A tabela e os gráficos abaixo ressaltam os índices, com quedas pontuais na letalidade policial nos anos de 2005 e 2011. Ao mesmo tempo, destaca-se a discrepância na relação entre mortos e feridos e na morte de pessoas civis versus policiais. Como o estudo do NEV-USP é anterior à publicação da resolução SSP-005, os dados ainda citam “ações de resistência seguida de morte”, designação atualmente abolida nos registros de ocorrência policial.

Na análise do pesquisador norte americano Paul Chevigny, autor de O fio da navalha – Violência Policial nas Américas, quando há mais mortos do que feridos, isso indica uso excessivo de força nas ações da PM. E quando o número de policiais mortos é muito inferior ao número de civis assassinados, vem à tona a prioridade na adoção da violência fatal pela PM.

Chevigny aponta como “aceitável” a proporção de até sete civis mortos para cada policial morto, bem diferente do que revelam os gráficos. Desde 1999 vem caindo o número total de homicídios registrados, mas essa queda não se reflete quando se analisa o percentual de pessoas civis mortas em confrontos com a polícia.

Outro lado – O relatório aponta que 961 policiais foram mortos em confrontos de 2001 a 2011, a maioria (72%) em ações fora de serviço. Segundo dados da Ouvidoria da Polícia, as mortes são consequência dos “bicos” que os policiais são obrigados a fazer fora de serviço, caminho adotado por muitos para sobrevivência diante de salários tão baixos pagos pelo governo estadual do PSDB.

Para o deputado estadual Sérgio Olímpio Gomes (PDT), o major Olímpio, há, sim, “indivíduos perturbados, comportamentos distorcidos e criminosos que usam a PM para barbarizar e cometer crimes”, mas configuram exceção e não regra na corporação. “Cabe ao Estado identificar pontualmente, sem generalizar, porque cria na população uma repulsa contra a polícia”, avalia.

O Major Olímpio é um dos maiores críticos da Resolução SSP-05, publicada no último dia 7, na qual a Secretaria de Segurança Pública (SSP-SP) proíbe a PM de prestar socorro não só as vítimas de intervenção policial, mas também nos casos de lesão corporal, homicídio ou tentativa de homicídio, latrocínio (roubo seguido de morte) e sequestro seguido de morte.

Em entrevista concedida à CUT-SP, ele foi categórico ao afirmar que a medida da SSP-SP “foi uma das maiores imbecilidades que já vi o Estado produzir porque penaliza o cidadão, desmoraliza a instituição policial e não dá opção de garantia de vida a qualquer cidadão”. Ele lembra que, se a resolução for levada ao pé da letra, “o Grupamento Aéreo também não poderá atender, e os bombeiros também são da PM”.
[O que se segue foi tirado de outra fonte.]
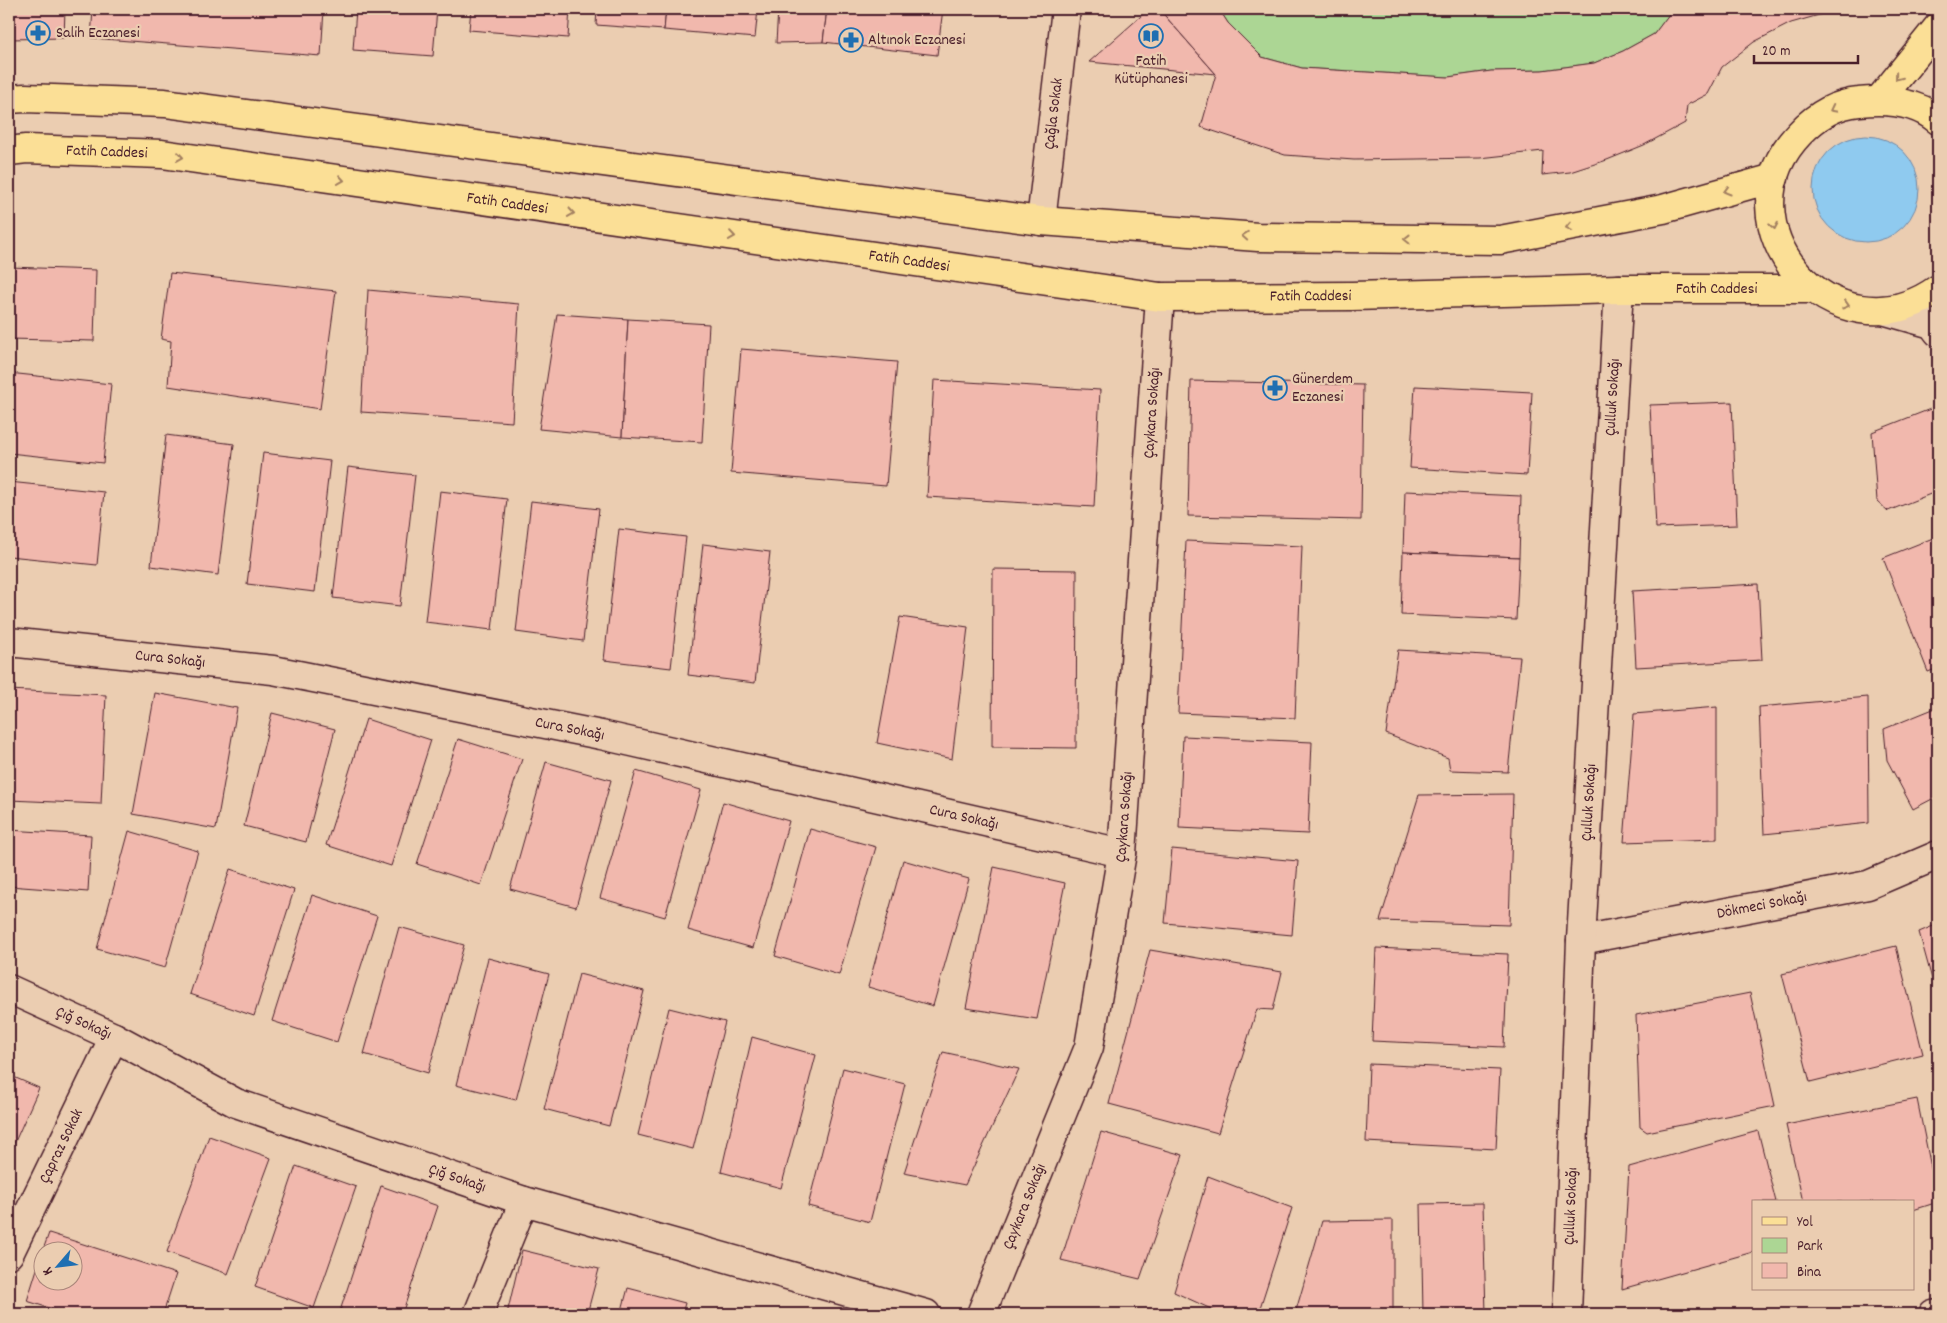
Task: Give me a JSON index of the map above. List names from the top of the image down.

Ele garante que, a cada 100 mil intervenções, há um caso de civil lesionado. Em contrapartida, afirma que há um policial baleado a cada 6 dias em São Paulo, e que um PM é morto a cada 16 horas no Brasil. “Temos uma sociedade notadamente violenta, criminosos violentos e as circunstâncias policiais. A arma é como um bisturi no centro cirúrgico, é o último recurso e é  para repelir em justa agressão e parar o oponente, não para executar”, ressalta.

Além disso, ele explica que, a partir de 1997, houve mudança na grade curricular de formação dos PMs, que passaram a aprender conteúdos ligados aos direitos humanos e capacitação técnica para uso de instrumentos chamados de não letais.

Olímpio deixa claro que “nenhum comandante ou delegado tem o dom divino de dizer que a letalidade vai reduzir [com a medida adotada pela Secretaria de Segurança Pública] porque, em tese, preservar a vida é a prioridade”, conclui.